The scorer indicated that the reflection commentary was missing, so the scorer referred instead to the lesson reflections. In comments, the scorer indicated that the candidate received scores of 4 because of the intentionality of the lesson progression in lesson plans, the number and quality of supports provided for students, the assessment modifications, the way in which the candidate elicited explanations of student thinking during instruction, and the explicit descriptions in the written commentary.

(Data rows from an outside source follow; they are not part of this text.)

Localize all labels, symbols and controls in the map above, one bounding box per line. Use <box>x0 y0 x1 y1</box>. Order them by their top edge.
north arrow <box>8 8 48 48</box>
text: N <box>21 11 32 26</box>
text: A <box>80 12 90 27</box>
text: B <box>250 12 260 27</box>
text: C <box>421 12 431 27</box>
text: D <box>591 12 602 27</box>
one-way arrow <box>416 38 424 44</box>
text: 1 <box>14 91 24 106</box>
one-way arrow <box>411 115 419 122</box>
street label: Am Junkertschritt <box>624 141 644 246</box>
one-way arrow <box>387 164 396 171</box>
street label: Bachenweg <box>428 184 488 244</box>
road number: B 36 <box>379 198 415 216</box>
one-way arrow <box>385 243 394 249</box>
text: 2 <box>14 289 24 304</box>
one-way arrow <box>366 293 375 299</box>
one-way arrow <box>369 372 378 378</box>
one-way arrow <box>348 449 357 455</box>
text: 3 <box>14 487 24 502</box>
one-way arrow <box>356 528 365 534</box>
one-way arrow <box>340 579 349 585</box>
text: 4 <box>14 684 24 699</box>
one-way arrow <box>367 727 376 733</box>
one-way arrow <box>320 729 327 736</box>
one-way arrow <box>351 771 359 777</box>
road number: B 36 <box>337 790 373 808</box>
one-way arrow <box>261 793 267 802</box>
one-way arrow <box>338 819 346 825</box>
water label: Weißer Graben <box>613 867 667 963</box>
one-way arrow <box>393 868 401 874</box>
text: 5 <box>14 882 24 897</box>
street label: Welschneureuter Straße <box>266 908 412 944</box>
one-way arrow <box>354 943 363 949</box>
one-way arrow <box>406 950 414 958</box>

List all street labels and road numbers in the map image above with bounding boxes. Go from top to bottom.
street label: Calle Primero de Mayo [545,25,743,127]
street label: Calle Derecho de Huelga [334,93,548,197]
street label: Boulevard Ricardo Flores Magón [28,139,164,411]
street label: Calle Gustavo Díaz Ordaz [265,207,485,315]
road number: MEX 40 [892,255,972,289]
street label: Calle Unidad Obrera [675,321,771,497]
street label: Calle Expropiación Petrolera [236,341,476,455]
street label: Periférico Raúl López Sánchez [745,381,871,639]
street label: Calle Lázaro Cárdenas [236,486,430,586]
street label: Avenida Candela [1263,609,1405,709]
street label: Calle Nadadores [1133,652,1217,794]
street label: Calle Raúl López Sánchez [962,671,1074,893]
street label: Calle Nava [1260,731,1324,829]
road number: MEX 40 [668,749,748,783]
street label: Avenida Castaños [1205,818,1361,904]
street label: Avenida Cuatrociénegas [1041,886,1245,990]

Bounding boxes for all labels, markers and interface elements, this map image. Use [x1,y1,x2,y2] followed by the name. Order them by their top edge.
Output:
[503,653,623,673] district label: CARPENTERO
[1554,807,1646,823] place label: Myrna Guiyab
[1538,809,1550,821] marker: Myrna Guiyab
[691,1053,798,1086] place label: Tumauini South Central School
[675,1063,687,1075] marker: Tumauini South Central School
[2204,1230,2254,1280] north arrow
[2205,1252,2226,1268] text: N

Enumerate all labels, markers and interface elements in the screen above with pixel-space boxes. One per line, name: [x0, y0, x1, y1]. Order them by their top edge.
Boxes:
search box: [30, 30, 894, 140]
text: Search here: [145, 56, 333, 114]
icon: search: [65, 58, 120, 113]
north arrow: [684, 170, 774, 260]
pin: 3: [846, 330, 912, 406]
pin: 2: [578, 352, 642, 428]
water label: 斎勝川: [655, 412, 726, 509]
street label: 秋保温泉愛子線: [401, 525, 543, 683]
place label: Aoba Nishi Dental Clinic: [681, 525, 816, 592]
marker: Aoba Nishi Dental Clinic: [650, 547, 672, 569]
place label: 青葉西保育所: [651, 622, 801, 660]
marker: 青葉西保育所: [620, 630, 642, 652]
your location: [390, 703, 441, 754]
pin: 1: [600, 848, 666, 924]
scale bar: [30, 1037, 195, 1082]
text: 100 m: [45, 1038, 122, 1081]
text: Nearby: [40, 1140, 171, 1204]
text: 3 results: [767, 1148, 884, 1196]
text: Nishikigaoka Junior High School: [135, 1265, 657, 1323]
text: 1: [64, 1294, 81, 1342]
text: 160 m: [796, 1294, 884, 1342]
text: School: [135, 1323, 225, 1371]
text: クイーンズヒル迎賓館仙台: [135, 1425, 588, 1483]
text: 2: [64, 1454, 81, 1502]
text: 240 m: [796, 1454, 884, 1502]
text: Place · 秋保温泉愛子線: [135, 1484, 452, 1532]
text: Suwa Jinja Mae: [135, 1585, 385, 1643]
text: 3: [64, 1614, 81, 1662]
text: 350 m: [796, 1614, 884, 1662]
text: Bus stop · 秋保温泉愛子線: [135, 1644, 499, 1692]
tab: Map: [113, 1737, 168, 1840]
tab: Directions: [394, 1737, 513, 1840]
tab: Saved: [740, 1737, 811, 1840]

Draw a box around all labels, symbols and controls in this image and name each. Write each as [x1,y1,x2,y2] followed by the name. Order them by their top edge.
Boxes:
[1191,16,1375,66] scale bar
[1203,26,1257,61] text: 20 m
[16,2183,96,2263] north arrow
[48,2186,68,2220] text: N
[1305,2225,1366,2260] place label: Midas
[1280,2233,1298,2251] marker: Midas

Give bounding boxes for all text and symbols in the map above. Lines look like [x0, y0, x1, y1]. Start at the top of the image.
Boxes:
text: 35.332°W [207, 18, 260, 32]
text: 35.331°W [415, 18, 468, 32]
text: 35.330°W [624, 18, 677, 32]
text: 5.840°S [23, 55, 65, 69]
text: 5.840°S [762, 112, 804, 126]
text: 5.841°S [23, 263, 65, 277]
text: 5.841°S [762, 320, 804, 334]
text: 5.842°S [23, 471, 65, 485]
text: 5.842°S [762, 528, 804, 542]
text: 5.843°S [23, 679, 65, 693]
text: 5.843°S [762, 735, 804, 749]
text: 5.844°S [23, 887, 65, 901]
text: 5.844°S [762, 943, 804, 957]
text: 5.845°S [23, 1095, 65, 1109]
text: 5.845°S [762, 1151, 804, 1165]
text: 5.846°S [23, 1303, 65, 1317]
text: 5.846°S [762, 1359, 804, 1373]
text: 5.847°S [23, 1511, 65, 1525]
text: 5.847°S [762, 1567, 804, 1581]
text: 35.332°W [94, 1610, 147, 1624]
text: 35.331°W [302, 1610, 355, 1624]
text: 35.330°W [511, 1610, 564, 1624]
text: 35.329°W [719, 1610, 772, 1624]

The supervisor's comments from classroom observations indicated that Elizabeth enjoyed a natural rapport with students and used instructional strategies that involved teacher-student interaction. The supervisor noted that her instruction met academic content standards and included various strategies for making content accessible to students. The supervisor expressed some concern about the significant amounts of time Elizabeth spent designing lessons and creating most of her own materials and talked with the mentor teacher about "providing a more scaffolded experience" that would allow Elizabeth to focus on refining rather than developing lessons. The supervisor pointed out that if she spent less time on basic lesson design, Elizabeth could work on making students accountable, monitoring students during instruction, and differentiating instruction to meet all students' needs. In addition to pointing out Elizabeth's strengths, the supervisor recommended strategies for improving student behavior during some class activities and offered subject-specific suggestions about organizing and facilitating science labs. After each observation, the supervisor concluded that Elizabeth was making good progress. Elizabeth received a grade of A- for each quarter of student teaching, A in her science methods course, and A in the reading and writing in secondary classrooms course. Elizabeth successfully completed the credential program.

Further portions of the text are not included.